▶ _TASK DIRECTIONS_
Report every line from the following entries that contains the string "roads".
Segment Start: RAW DATA
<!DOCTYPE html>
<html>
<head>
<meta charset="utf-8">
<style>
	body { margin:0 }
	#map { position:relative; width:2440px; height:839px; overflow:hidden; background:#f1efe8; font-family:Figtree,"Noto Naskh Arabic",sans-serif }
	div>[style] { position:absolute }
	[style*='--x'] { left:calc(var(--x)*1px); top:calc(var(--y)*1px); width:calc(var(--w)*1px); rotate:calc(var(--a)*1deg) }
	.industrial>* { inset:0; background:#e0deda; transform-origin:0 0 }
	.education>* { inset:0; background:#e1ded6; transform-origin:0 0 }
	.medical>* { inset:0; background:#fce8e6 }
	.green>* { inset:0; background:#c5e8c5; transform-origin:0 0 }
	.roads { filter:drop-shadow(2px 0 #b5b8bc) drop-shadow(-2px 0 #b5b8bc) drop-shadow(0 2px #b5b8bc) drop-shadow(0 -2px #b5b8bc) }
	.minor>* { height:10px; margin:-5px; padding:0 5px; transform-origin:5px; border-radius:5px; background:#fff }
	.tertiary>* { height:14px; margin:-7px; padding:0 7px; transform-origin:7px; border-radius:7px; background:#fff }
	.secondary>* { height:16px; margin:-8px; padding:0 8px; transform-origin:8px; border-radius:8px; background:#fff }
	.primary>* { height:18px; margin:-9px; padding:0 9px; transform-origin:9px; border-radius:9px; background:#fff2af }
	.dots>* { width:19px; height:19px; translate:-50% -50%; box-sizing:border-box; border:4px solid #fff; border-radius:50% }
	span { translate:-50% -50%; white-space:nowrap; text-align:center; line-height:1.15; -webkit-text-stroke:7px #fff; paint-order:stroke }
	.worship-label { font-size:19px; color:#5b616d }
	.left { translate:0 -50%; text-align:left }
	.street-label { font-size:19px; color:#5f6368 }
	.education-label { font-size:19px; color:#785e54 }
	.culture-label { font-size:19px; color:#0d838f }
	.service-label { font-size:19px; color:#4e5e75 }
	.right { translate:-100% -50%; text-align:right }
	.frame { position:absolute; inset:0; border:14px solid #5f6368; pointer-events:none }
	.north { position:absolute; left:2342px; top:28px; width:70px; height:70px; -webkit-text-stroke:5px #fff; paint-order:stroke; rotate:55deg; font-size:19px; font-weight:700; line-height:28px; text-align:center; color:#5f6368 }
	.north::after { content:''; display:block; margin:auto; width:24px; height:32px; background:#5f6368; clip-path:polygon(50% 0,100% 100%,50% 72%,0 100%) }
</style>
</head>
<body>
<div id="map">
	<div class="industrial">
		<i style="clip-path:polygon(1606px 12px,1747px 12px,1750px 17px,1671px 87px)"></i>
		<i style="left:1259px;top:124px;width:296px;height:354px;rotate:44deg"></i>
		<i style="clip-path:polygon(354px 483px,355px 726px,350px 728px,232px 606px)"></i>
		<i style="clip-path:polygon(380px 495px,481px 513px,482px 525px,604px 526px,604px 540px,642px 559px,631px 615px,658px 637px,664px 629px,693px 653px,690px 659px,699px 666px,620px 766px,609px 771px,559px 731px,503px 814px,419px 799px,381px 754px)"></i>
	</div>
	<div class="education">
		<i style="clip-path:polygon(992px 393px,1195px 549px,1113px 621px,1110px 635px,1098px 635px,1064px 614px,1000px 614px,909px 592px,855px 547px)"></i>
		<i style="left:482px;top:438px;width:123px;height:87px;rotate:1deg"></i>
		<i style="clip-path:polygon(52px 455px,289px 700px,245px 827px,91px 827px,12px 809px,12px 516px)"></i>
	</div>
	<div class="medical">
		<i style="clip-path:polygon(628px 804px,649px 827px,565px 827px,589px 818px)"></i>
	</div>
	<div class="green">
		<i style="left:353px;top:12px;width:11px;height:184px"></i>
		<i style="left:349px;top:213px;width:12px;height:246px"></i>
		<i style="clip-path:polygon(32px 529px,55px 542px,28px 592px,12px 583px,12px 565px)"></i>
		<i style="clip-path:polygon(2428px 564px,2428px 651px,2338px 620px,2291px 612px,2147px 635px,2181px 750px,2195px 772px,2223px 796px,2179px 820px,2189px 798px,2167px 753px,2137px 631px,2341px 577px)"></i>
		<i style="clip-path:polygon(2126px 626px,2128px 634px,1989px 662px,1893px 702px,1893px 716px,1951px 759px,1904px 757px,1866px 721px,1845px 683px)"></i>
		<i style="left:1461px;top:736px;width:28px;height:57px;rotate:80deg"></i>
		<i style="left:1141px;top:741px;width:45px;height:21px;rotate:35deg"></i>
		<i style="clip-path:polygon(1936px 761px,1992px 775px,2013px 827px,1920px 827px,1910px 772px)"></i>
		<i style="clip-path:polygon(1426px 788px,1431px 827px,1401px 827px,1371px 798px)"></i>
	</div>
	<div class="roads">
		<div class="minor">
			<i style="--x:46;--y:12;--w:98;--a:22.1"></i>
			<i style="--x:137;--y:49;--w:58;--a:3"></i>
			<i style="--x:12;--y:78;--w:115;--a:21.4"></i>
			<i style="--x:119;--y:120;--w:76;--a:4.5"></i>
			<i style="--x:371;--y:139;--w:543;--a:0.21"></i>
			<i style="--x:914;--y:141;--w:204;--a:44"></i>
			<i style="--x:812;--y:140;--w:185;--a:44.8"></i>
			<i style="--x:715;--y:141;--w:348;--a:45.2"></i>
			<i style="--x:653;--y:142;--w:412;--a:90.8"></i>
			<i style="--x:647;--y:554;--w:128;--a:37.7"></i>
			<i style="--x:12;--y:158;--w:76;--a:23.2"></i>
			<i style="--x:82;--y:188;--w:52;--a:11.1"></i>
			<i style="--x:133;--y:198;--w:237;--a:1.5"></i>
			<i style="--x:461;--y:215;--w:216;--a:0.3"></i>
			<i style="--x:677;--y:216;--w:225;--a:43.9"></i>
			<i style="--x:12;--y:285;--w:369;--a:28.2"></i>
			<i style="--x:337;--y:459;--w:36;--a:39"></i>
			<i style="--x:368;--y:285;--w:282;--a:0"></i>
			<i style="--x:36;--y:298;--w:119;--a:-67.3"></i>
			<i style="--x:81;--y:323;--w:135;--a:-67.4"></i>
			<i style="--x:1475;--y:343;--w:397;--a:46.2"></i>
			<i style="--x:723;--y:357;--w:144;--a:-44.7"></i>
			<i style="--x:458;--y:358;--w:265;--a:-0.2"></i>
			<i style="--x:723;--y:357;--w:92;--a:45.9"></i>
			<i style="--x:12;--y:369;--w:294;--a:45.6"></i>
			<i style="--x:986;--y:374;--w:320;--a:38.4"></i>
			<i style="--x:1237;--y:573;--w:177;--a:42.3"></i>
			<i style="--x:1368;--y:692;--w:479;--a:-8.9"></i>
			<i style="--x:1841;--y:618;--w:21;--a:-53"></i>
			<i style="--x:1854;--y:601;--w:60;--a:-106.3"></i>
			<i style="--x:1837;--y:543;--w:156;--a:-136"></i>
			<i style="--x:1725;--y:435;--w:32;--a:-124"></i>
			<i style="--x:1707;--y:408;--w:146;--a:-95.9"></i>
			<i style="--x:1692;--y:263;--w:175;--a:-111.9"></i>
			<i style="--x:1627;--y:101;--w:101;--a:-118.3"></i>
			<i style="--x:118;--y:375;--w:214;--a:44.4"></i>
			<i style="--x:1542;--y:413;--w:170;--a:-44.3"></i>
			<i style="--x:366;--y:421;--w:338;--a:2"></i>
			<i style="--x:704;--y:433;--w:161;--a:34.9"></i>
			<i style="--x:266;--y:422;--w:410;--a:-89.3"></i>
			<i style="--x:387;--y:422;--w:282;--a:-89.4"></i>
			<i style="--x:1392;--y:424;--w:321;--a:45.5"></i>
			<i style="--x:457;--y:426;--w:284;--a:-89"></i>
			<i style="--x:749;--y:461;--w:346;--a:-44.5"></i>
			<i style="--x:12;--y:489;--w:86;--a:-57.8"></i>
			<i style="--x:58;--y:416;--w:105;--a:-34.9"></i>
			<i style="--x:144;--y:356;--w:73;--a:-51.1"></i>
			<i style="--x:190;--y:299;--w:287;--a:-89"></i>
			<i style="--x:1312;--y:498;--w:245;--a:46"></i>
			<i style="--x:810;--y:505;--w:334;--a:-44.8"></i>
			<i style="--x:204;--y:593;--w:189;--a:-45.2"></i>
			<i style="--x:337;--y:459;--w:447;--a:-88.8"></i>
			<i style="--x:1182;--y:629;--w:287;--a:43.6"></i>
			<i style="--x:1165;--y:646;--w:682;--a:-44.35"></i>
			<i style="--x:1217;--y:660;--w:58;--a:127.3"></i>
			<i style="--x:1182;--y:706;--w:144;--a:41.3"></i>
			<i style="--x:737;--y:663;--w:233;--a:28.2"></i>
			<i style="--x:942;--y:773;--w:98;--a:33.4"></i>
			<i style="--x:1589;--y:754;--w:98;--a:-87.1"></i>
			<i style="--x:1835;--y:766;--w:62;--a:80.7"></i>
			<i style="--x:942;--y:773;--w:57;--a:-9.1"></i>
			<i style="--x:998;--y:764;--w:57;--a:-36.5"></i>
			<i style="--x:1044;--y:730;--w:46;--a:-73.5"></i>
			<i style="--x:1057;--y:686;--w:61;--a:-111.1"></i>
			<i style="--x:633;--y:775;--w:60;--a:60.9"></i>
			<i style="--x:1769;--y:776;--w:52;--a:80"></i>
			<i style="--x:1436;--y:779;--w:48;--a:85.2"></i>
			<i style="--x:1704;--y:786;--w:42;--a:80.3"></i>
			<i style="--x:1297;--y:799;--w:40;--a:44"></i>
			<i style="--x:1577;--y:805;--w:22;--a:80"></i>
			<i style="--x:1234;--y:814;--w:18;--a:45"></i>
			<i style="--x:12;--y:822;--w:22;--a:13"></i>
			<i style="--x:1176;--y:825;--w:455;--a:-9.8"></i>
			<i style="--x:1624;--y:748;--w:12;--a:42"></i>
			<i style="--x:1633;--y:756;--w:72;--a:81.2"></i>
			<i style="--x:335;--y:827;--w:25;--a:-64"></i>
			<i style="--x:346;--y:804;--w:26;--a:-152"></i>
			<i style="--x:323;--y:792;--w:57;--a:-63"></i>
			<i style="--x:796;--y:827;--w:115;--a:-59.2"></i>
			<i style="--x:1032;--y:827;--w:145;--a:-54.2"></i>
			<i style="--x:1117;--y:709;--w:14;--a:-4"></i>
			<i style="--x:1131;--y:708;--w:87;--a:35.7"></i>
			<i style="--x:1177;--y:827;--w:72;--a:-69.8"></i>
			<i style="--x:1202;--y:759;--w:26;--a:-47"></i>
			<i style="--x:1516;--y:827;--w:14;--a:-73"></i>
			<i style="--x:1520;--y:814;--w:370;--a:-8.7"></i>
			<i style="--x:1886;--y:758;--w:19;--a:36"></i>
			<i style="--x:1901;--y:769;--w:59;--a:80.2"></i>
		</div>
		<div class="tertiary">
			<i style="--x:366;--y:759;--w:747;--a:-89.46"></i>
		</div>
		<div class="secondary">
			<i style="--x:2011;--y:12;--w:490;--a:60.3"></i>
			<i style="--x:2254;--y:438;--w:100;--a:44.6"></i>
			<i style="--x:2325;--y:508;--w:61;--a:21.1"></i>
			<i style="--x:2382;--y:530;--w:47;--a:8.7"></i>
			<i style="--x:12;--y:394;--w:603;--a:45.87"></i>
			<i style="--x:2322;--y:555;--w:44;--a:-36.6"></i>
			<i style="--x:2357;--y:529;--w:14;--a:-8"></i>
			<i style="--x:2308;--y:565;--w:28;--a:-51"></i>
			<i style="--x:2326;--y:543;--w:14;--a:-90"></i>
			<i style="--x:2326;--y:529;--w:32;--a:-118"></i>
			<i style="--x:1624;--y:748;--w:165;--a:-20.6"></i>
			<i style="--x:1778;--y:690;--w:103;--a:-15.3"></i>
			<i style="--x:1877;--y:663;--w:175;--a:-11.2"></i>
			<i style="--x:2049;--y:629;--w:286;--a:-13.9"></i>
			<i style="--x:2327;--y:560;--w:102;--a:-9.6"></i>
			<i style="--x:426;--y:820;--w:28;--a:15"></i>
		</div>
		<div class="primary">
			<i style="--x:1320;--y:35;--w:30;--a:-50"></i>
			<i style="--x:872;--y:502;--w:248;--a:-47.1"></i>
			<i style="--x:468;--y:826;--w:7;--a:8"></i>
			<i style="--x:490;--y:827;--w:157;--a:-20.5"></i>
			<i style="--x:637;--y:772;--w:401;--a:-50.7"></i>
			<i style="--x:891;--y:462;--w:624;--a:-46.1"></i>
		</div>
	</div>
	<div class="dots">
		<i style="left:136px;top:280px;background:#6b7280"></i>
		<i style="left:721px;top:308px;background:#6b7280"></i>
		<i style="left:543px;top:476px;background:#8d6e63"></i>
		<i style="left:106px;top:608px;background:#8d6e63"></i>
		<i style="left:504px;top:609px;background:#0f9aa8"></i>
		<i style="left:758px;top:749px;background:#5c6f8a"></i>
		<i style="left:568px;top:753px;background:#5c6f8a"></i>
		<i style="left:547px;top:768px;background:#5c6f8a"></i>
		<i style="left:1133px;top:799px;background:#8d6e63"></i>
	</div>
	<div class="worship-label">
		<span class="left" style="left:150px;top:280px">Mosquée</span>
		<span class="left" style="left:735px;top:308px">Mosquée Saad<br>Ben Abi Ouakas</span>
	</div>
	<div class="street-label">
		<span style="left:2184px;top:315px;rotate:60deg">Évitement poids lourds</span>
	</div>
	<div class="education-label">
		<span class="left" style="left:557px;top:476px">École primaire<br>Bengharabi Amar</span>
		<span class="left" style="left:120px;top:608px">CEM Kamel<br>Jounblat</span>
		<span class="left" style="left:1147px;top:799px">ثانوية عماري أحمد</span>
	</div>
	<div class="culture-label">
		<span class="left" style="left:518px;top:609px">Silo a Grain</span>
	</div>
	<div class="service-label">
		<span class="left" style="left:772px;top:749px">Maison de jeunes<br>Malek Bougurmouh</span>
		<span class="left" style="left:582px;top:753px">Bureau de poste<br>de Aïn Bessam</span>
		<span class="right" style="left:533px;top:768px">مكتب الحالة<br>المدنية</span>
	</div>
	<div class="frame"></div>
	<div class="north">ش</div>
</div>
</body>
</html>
Segment End: RAW DATA
▶ _ANSWER TO THE EXERCISE_
	.roads { filter:drop-shadow(2px 0 #b5b8bc) drop-shadow(-2px 0 #b5b8bc) drop-shadow(0 2px #b5b8bc) drop-shadow(0 -2px #b5b8bc) }
	<div class="roads">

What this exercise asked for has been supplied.